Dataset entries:
= = = =

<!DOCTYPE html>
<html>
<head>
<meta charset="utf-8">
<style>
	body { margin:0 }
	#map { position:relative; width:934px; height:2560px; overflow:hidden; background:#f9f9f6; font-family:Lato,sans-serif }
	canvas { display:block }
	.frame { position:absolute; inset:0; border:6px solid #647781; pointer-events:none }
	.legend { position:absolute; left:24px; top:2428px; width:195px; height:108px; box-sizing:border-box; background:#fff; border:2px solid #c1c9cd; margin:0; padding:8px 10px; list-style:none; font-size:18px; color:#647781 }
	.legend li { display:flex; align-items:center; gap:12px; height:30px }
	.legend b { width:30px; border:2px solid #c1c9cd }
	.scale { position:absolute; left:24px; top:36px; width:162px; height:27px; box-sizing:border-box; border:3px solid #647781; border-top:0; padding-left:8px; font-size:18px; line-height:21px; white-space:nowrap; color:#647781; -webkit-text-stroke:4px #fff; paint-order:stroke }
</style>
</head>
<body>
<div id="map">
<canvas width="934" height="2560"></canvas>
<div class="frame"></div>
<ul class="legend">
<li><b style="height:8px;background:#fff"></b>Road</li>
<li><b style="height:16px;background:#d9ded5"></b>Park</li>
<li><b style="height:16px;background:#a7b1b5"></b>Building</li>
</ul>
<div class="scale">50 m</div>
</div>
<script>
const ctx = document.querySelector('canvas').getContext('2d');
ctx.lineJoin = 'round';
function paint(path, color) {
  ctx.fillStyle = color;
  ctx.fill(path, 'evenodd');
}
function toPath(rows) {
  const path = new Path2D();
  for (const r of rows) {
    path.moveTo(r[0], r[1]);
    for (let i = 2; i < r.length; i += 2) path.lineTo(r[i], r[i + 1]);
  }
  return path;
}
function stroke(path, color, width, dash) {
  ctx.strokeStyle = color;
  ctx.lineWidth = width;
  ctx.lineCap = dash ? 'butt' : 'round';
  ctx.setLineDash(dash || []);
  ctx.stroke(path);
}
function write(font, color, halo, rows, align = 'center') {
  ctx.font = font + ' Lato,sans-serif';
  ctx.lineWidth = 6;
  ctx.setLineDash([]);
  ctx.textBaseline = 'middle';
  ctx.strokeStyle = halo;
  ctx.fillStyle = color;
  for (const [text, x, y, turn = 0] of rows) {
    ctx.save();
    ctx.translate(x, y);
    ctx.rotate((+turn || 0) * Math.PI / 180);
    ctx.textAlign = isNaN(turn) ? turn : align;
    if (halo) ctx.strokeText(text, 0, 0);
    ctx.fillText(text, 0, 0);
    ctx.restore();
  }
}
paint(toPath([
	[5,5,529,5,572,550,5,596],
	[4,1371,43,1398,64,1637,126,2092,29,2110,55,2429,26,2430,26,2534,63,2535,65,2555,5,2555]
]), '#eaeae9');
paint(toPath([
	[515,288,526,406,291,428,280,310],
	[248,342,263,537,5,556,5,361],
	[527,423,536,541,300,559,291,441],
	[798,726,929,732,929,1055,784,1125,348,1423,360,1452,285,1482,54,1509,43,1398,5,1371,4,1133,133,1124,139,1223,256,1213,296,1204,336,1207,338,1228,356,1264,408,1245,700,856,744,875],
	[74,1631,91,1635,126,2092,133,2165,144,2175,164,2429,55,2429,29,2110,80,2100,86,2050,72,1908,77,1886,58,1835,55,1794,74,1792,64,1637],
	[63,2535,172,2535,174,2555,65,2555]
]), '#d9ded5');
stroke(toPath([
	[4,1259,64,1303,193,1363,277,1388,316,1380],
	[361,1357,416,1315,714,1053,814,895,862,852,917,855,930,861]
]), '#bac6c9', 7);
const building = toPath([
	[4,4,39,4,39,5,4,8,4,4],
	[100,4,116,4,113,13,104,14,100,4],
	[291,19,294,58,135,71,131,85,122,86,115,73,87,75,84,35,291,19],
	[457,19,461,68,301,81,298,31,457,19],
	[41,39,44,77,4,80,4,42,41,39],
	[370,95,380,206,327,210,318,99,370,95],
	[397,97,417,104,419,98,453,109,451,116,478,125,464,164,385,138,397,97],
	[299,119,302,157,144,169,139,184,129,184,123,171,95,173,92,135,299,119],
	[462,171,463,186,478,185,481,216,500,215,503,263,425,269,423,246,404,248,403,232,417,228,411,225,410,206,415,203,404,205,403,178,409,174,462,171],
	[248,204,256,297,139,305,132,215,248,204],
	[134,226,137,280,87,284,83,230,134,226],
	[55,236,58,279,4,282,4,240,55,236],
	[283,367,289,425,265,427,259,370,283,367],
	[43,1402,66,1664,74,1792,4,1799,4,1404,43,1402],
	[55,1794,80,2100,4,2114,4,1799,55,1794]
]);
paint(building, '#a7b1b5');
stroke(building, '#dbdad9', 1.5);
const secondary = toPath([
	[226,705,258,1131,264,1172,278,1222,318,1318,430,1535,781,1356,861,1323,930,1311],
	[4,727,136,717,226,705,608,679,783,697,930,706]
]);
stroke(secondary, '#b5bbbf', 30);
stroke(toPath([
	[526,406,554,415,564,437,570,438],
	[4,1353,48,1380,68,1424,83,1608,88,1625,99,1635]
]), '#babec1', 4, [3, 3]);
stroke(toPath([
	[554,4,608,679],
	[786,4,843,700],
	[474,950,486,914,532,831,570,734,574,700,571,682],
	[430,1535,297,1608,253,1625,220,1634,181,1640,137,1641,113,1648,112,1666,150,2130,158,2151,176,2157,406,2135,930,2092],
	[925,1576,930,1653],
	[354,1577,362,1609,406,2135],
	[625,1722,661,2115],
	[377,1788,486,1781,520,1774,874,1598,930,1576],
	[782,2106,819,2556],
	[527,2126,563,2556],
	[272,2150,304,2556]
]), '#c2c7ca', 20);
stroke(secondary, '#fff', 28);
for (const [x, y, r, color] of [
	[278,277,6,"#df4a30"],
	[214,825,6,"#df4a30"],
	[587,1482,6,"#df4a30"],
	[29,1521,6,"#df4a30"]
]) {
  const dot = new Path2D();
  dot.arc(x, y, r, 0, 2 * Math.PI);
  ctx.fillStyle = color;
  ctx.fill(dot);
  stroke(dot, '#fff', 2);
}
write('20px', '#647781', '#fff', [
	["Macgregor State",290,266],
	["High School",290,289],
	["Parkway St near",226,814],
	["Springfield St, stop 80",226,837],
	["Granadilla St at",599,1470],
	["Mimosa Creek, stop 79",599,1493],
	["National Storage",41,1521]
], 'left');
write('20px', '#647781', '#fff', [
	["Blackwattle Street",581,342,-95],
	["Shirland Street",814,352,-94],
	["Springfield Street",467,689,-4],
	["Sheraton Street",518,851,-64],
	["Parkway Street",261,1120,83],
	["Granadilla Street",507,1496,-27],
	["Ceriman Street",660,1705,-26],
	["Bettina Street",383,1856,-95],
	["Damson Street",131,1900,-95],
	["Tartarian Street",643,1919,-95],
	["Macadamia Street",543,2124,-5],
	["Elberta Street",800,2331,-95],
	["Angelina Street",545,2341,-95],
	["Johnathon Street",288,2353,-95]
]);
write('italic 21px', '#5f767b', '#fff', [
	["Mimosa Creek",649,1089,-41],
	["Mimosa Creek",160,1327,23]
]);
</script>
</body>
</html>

= = = =

What to do: From the entries, give the number of lines where the string "Math" is found, and nothing else.

Response for this exercise: 2